(DATA TO USE)

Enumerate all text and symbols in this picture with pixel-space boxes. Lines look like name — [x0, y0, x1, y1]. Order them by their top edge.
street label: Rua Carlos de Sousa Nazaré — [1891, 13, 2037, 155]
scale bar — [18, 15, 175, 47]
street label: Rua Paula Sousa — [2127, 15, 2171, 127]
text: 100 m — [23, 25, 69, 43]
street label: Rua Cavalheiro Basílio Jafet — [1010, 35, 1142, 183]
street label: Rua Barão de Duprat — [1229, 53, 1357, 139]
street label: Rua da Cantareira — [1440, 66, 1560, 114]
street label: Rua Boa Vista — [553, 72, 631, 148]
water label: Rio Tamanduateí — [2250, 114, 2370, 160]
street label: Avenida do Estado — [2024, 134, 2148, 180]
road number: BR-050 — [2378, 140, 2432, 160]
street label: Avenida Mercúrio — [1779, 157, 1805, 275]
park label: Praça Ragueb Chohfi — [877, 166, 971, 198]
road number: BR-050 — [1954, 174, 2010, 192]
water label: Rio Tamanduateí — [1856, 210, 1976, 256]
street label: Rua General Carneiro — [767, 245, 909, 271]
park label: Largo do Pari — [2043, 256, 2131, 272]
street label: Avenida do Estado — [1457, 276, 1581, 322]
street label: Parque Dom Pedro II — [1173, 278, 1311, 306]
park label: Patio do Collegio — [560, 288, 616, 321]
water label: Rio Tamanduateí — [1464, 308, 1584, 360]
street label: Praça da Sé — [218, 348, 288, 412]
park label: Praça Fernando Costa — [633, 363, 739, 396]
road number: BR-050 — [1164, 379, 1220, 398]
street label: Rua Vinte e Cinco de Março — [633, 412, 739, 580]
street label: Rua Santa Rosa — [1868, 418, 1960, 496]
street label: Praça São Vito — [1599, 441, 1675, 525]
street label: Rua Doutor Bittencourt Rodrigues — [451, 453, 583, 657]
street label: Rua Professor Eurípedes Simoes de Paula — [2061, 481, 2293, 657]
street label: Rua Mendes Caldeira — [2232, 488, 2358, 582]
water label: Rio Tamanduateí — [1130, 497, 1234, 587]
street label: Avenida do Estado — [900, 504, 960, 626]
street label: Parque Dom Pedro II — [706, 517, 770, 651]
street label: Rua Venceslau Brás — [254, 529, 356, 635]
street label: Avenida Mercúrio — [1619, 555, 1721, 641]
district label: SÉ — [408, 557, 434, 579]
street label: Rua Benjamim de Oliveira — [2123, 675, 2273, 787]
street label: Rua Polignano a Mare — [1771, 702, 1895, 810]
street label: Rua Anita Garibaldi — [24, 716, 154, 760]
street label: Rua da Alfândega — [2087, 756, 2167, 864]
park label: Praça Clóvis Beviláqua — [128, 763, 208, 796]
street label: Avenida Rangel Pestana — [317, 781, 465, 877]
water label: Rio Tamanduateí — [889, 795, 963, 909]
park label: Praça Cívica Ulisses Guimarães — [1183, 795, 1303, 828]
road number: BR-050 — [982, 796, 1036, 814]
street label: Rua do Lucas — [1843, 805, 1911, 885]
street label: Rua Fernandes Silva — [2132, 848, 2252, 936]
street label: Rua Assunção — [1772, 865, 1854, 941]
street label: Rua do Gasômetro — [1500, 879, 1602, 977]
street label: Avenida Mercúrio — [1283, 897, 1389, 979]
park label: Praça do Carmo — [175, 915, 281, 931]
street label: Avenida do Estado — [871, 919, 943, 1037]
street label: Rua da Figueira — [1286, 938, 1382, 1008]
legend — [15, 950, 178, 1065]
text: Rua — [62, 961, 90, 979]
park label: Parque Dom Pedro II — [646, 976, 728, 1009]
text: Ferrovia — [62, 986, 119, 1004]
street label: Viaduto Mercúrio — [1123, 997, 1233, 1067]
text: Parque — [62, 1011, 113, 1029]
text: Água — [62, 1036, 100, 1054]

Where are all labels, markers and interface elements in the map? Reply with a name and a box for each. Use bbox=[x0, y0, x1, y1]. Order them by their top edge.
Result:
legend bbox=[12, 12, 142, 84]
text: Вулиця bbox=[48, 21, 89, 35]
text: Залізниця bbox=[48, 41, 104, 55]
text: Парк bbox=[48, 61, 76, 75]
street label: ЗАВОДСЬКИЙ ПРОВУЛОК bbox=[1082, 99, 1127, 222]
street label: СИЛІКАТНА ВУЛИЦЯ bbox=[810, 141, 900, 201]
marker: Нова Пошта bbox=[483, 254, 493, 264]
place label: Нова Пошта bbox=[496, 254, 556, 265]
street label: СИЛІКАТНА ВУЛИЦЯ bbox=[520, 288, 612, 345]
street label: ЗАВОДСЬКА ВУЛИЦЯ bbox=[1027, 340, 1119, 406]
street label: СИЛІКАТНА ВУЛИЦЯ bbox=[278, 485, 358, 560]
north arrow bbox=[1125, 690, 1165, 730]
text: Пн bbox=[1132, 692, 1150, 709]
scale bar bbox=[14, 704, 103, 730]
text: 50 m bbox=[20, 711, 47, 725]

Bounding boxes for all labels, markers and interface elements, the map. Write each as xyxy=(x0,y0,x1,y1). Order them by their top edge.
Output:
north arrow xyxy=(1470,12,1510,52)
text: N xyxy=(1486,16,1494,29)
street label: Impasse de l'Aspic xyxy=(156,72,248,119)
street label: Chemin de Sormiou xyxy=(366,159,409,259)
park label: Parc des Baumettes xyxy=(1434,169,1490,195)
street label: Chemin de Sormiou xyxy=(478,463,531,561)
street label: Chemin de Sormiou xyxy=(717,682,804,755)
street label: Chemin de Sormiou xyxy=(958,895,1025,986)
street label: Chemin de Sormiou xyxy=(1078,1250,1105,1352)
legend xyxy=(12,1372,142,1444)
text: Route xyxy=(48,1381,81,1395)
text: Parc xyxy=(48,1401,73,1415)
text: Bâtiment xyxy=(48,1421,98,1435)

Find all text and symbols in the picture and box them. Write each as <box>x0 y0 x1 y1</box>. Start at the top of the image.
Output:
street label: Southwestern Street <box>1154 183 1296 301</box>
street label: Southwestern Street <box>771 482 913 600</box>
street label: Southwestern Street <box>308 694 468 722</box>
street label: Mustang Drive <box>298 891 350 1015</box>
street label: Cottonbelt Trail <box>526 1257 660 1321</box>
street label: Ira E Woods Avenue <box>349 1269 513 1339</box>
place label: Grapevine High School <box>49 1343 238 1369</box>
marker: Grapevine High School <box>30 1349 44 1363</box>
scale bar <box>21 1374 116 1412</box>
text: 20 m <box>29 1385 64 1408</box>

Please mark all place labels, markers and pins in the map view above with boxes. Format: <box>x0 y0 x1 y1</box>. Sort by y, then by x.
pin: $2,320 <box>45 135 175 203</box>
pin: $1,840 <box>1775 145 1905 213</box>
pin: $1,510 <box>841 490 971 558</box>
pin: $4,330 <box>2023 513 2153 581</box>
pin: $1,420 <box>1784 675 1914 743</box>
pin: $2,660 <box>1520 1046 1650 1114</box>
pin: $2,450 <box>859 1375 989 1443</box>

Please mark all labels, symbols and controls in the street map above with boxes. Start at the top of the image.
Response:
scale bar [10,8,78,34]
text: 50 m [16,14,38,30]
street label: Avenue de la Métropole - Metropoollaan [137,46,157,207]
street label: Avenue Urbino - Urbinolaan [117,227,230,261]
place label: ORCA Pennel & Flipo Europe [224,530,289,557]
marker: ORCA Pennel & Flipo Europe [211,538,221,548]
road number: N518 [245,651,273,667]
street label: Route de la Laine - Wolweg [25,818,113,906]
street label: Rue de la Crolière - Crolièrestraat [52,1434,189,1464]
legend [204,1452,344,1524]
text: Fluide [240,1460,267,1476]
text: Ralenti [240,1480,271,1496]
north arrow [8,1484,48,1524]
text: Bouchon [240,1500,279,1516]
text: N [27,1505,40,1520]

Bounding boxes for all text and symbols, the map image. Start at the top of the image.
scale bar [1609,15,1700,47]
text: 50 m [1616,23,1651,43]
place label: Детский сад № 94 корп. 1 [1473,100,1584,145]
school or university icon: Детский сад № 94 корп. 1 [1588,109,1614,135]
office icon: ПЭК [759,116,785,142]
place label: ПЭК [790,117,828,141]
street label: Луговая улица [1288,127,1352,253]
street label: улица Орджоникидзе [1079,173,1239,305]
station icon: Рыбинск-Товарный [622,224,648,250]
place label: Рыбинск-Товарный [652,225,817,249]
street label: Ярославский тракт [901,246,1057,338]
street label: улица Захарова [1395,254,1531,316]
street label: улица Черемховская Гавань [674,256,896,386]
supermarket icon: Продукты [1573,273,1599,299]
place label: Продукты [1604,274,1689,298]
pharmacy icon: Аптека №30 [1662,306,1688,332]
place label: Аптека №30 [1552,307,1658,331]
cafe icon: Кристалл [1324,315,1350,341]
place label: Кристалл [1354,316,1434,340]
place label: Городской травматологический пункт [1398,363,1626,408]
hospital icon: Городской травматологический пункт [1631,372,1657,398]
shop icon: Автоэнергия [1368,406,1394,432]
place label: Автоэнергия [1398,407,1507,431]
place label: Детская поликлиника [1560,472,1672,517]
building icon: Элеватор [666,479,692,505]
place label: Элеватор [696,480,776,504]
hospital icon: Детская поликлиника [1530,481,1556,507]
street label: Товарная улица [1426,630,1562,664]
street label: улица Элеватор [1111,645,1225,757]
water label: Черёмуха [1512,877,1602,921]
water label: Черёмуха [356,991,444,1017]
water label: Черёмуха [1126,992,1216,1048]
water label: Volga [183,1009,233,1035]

(End DATA TO USE)

Once the lines of the entries containing the word "Praça" have been counted, report the number alone.

7